## WHAT THIS TASK INVOLVES
Whatever pictures appear, omit them, and repeat the data below exactly.

○ ○ ○ ○ ○ ○ ○

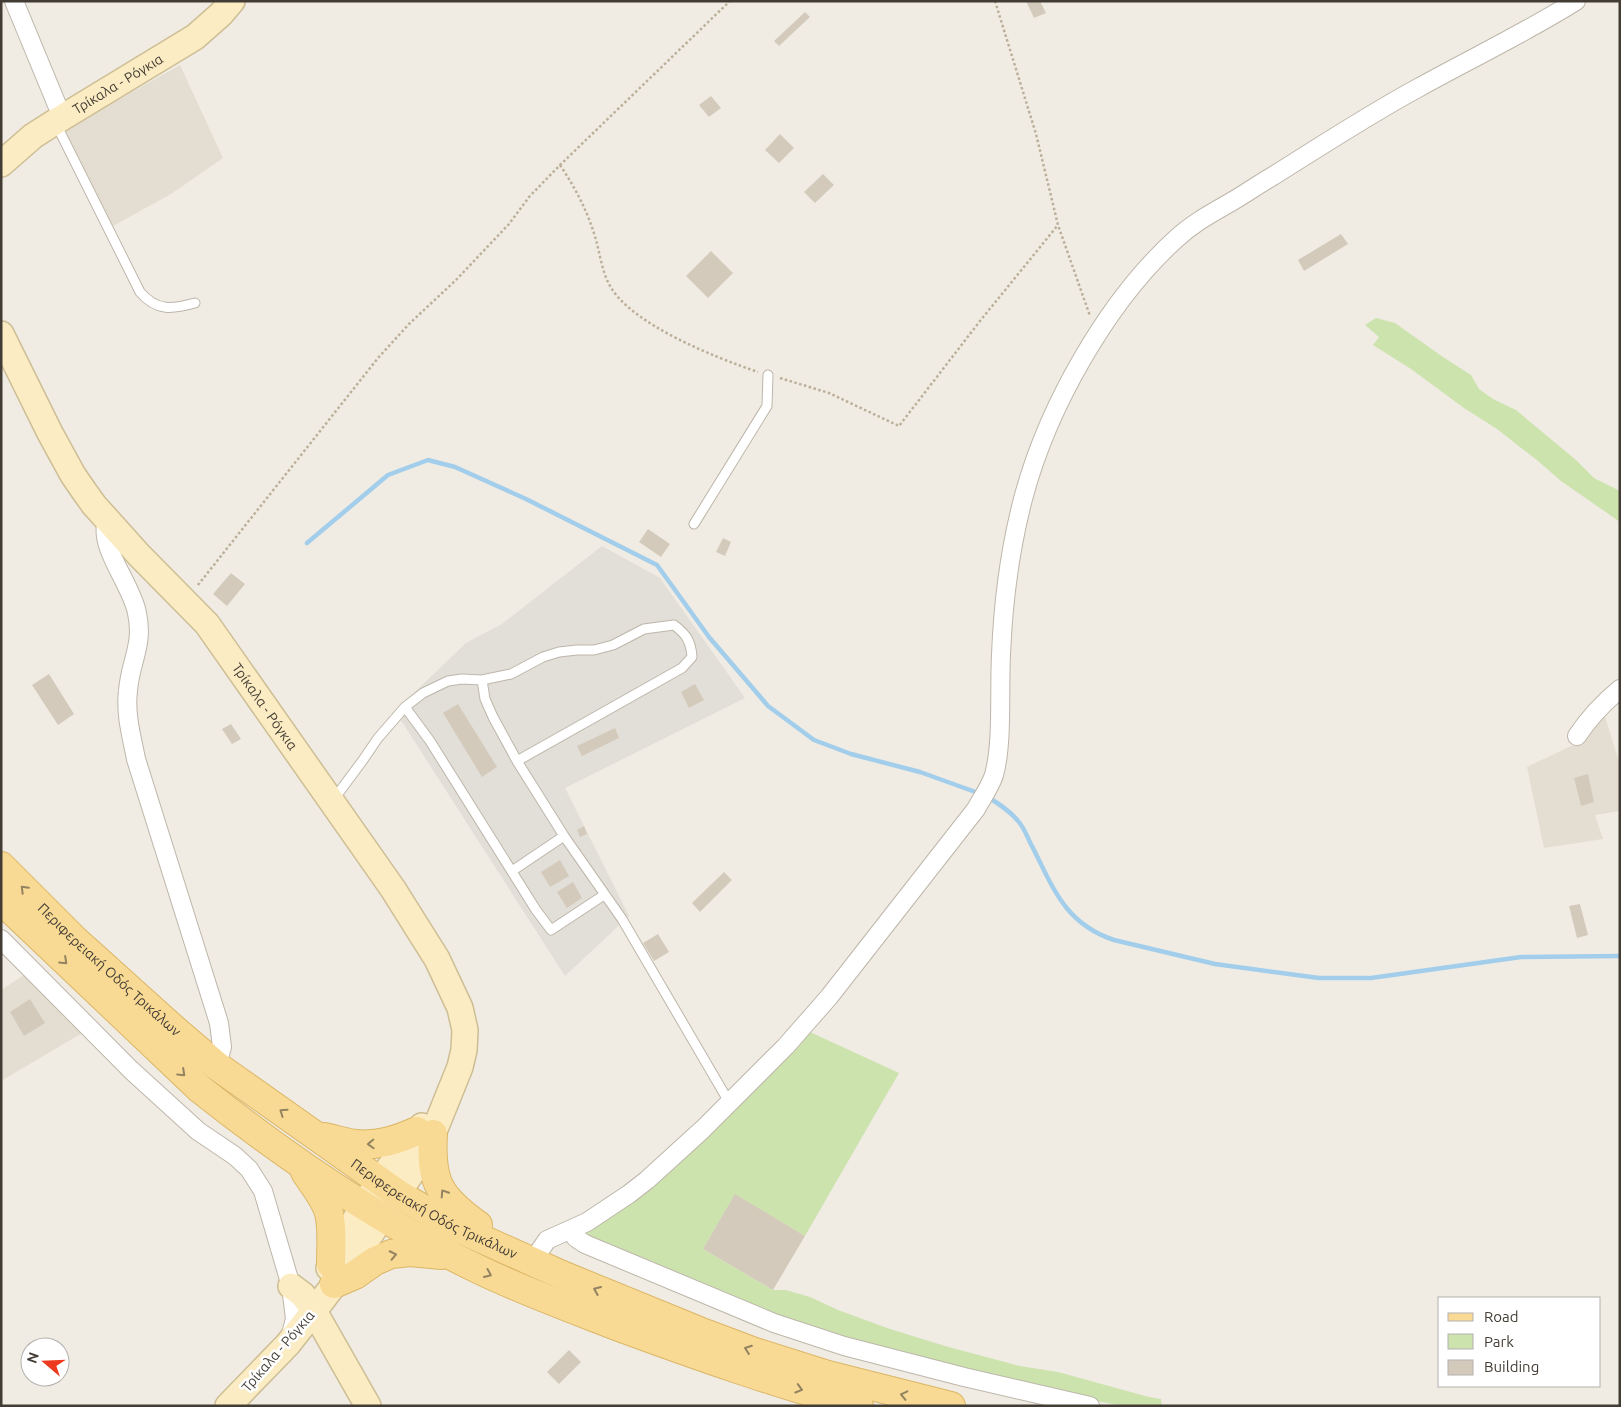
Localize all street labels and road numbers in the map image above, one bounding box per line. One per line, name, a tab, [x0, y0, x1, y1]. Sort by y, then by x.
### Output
street label: Τρίκαλα - Ρόγκια	[70, 50, 166, 117]
street label: Τρίκαλα - Ρόγκια	[229, 660, 301, 754]
street label: Περιφερειακή Οδός Τρικάλων	[35, 900, 184, 1040]
street label: Περιφερειακή Οδός Τρικάλων	[348, 1155, 520, 1262]
street label: Τρίκαλα - Ρόγκια	[238, 1307, 318, 1395]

○ ○ ○ ○ ○ ○ ○

## ANSWER BOX
Localize all street labels and road numbers in the map image above, one bounding box per line. One per line, name, a tab, [x0, y0, x1, y1]. Sort by y, then by x.
### Output
street label: Τρίκαλα - Ρόγκια	[70, 50, 166, 117]
street label: Τρίκαλα - Ρόγκια	[229, 660, 301, 754]
street label: Περιφερειακή Οδός Τρικάλων	[35, 900, 184, 1040]
street label: Περιφερειακή Οδός Τρικάλων	[348, 1155, 520, 1262]
street label: Τρίκαλα - Ρόγκια	[238, 1307, 318, 1395]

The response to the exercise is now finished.